In our last post on BI I briefly discussed what it means. Today I would like to continue my observations from Claudia Imhoff’s keynote.
Claudia postulated that there are many ways to idntify when BI is needed other than always as without intelligence on what we are doing, where we are going we will never get there. She talked about the following examples:
- Figures Don’t Match – whether they are sales, marketing, inventory or financial often numbers do not correlate and add up as we compare detail with summary data or as we report from various different source systems
- Management has a problem with vision due to a lack of ability to answer simple questions – classic business questions
- IT is inundated with requests for reports and information
- Business units go off and do the reporting themselves. Claudia refered to the people as Data Priests – people brought in directly by the business to capture and report on data, which is rarely shared with the rest of organization if they even know it exists.
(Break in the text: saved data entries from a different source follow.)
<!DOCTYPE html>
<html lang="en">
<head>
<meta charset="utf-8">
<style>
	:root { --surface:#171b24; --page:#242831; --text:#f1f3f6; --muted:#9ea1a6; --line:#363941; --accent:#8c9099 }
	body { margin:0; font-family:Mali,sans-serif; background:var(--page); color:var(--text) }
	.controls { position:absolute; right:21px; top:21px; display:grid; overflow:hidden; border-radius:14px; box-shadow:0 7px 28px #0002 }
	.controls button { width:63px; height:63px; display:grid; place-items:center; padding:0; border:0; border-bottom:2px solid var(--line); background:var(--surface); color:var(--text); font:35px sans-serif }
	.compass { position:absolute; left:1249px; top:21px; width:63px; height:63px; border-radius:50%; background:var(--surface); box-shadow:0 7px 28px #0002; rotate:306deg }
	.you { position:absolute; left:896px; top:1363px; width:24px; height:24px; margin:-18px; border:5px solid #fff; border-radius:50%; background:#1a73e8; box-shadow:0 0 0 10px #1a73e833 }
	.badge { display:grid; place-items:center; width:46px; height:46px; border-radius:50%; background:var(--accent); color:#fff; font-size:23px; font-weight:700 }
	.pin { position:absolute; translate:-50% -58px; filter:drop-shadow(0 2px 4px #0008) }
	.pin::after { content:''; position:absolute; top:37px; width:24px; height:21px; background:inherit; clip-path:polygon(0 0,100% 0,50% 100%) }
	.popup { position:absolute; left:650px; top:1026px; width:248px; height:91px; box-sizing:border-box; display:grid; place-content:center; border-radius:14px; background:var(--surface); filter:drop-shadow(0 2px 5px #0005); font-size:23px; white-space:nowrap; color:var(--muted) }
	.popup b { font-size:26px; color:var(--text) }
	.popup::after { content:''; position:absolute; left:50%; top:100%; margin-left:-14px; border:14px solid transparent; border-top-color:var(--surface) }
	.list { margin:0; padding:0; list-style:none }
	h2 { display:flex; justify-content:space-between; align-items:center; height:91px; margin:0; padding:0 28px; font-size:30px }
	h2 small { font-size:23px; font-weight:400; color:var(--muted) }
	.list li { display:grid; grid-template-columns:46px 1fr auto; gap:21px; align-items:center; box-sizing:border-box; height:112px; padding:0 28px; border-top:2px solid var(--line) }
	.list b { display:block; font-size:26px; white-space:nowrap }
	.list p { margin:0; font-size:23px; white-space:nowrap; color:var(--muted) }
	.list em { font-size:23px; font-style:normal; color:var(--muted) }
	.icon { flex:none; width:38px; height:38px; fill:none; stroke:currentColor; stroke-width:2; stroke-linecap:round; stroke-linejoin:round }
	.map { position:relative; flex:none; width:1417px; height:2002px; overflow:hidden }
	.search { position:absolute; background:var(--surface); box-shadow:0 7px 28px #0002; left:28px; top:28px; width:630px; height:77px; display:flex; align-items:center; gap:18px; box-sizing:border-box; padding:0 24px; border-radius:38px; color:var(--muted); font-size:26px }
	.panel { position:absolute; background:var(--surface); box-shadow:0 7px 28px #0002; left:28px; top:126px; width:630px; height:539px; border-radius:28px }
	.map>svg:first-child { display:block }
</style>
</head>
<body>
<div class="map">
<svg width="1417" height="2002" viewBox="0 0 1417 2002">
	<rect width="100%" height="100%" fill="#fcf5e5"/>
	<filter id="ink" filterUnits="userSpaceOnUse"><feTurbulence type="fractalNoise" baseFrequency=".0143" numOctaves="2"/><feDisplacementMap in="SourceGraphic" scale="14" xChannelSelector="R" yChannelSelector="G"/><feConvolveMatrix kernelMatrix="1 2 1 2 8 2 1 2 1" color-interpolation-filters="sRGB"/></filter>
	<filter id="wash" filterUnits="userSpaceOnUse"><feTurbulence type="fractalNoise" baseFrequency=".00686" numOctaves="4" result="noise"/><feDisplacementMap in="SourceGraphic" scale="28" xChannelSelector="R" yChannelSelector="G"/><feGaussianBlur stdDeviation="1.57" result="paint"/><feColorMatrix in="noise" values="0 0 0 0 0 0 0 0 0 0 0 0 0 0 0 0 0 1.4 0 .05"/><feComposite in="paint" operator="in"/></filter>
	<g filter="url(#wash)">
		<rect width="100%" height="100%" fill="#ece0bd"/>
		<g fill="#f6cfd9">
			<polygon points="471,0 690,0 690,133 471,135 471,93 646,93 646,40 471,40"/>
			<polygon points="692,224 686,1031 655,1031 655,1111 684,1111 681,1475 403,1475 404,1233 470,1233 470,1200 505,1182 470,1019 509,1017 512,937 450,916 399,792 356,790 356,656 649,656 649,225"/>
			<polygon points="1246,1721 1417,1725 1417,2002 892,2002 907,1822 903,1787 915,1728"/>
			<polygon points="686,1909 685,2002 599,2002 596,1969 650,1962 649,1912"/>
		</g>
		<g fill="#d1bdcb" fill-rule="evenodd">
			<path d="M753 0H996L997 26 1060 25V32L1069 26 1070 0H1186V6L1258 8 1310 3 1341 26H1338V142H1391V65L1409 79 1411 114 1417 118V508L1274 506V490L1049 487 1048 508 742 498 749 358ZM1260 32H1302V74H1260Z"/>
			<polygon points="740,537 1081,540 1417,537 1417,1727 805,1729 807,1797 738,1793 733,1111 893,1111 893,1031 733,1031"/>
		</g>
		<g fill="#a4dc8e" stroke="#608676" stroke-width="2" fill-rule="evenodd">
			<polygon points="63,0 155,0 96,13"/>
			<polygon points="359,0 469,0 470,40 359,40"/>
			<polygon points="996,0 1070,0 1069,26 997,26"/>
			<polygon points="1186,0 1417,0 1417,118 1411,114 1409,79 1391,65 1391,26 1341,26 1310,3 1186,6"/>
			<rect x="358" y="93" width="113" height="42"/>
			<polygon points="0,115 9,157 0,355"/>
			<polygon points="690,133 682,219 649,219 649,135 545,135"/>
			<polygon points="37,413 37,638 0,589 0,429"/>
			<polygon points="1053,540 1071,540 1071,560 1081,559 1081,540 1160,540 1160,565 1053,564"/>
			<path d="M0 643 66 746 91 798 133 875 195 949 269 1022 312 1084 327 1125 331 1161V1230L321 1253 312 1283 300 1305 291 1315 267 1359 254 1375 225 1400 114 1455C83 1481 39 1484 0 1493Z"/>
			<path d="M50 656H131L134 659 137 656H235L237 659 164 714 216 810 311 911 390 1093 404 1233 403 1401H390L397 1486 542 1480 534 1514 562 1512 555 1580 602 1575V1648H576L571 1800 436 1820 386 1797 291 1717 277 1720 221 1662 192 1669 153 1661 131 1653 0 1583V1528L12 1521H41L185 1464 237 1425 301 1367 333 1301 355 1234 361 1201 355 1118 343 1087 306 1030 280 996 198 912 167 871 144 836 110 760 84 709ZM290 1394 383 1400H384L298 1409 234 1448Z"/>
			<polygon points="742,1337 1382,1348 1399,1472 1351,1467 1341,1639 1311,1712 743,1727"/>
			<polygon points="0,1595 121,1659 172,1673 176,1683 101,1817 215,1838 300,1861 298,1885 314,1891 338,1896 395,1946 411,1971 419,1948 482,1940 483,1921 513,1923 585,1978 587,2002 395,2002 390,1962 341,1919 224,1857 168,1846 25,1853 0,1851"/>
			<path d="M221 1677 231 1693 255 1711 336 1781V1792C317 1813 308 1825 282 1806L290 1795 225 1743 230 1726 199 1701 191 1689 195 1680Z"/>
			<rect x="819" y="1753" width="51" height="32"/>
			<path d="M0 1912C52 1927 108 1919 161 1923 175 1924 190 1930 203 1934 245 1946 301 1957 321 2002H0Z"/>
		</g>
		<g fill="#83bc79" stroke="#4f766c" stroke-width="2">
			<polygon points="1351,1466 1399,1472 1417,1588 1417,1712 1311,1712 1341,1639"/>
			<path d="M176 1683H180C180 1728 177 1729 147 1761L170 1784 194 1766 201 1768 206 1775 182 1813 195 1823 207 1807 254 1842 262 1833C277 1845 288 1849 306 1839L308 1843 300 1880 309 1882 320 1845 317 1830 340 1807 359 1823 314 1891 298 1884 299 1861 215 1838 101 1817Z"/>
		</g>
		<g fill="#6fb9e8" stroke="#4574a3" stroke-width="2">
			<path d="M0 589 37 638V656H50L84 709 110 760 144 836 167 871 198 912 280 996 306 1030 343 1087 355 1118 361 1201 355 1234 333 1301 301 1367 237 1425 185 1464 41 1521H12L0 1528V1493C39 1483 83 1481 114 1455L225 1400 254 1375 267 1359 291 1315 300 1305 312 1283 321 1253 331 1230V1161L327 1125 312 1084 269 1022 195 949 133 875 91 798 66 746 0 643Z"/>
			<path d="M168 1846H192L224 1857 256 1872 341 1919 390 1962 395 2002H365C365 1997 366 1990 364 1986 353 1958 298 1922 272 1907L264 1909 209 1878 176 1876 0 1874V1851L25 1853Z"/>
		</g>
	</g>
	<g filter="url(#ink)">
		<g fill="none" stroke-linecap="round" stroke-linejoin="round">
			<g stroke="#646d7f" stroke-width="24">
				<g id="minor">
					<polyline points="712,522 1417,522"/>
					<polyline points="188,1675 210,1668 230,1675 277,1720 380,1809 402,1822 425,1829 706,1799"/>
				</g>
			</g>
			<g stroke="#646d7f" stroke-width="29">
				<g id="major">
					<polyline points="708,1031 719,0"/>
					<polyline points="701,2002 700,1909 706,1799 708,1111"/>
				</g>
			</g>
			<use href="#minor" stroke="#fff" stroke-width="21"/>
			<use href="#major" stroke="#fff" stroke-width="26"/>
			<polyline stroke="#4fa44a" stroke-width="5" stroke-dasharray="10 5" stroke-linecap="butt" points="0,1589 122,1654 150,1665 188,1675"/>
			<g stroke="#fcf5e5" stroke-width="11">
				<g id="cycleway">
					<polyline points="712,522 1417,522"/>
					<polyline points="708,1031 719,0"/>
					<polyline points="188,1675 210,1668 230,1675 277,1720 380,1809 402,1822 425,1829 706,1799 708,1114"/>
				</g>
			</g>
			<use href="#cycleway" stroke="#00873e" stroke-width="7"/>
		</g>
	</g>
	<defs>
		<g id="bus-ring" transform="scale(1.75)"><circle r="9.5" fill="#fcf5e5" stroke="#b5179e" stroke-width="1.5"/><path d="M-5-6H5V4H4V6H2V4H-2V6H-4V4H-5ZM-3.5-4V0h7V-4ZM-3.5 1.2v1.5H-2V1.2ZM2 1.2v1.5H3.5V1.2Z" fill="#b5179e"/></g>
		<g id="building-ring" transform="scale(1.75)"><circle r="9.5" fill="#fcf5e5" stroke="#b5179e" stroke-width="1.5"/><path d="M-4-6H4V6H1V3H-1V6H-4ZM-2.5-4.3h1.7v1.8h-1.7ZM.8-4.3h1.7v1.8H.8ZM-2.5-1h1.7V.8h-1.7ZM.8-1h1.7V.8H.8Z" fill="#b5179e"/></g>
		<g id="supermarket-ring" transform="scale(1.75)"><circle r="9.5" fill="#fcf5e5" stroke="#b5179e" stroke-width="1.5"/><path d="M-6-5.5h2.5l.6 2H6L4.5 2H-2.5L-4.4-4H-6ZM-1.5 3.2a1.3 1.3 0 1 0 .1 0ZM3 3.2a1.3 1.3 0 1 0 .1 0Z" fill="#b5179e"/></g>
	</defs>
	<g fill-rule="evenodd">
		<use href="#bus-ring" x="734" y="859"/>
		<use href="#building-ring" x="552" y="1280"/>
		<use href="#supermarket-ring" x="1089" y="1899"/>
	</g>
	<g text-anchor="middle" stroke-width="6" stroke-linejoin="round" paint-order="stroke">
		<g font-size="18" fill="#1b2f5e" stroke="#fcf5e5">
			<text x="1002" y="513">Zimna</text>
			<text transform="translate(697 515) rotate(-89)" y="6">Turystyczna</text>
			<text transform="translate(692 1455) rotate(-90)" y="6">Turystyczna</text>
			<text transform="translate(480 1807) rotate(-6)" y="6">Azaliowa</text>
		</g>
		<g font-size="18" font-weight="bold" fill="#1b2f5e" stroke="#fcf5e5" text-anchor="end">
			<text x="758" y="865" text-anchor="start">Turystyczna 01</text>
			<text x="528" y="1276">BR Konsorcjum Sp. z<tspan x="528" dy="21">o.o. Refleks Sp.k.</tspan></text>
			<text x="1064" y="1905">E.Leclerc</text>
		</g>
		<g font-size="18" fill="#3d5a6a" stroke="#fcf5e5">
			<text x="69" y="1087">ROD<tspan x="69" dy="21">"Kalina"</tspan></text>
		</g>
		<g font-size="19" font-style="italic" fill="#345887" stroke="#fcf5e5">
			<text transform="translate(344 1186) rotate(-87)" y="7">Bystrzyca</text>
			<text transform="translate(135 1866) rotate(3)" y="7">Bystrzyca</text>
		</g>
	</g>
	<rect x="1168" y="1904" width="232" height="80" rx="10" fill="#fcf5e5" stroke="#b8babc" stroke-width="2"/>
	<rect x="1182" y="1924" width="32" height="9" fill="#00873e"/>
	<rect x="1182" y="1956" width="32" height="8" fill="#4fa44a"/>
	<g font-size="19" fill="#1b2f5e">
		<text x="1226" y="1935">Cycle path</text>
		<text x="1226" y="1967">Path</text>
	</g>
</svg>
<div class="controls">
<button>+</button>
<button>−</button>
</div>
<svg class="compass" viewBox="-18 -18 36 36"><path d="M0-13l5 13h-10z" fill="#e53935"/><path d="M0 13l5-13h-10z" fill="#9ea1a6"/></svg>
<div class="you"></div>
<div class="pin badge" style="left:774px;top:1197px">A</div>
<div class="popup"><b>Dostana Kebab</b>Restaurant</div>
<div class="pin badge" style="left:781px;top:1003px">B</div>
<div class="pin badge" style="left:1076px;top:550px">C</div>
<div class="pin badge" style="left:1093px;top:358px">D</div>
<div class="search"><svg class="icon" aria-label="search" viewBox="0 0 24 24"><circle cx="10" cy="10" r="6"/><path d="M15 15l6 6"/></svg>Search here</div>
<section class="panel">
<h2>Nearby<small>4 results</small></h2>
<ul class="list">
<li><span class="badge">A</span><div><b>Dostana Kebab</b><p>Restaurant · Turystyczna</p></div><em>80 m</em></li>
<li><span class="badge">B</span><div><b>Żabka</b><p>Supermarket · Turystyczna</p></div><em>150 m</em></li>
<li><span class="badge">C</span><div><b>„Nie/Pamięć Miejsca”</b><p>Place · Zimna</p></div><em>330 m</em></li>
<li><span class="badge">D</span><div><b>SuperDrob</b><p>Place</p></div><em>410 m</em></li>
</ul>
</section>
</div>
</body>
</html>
- Difficult Business Environment. difficult decisions call for sane, reational strategic decisions as they have significant business impact.
These are great discussion points that often point back to the
information we need as employee’s and managers to achieve our
objectives. It is pretty hard to support strategy or even corporate
objectives without an understanding of what is going on around us. I
once had a pilot give me an analogy for business strategy that seems
appropriate here which was before a pilot takes off he needs two of
three things as a minimum and should always have all three. Where you
are taking off from, your route plan and where you are going. Pretty
hard to fly without it.
This is very true about our corporate strategies and tactics. When we are not able to answer the questions of:
- where have we been
- what is going on now
- where are we going
we areflying blind and often make mistakes on how we handle our day to
day operations. In his keynote Stephen Brobst of Teradata told a story
about the airline industry where in usual business practice, if a plane
is late landing at an airport, the people looking to get on to a flight
to a connection are generally served first come first serve. What if
the gate agent understood how each passenger fit into the corporate
goals and was able to make decisions accordingly. For example:
-
Service Levels, a key passenger has been delayed a number of times
and would hit a threshold if they did or did not get on the flight.
The agent can act accordingly -
High Value customers – the last thing some of these people want are
more points to appologize for issues (sent 1-3 months after the
prblem). Being able to handle these items on the spot in alignement
with the airlines strategy – If you know there is a delay on the flight
and look to inform passengers before they get to the airport, start
with your high value customers first not calling people alphabetically
because maybe Mr. Smith is very important to you.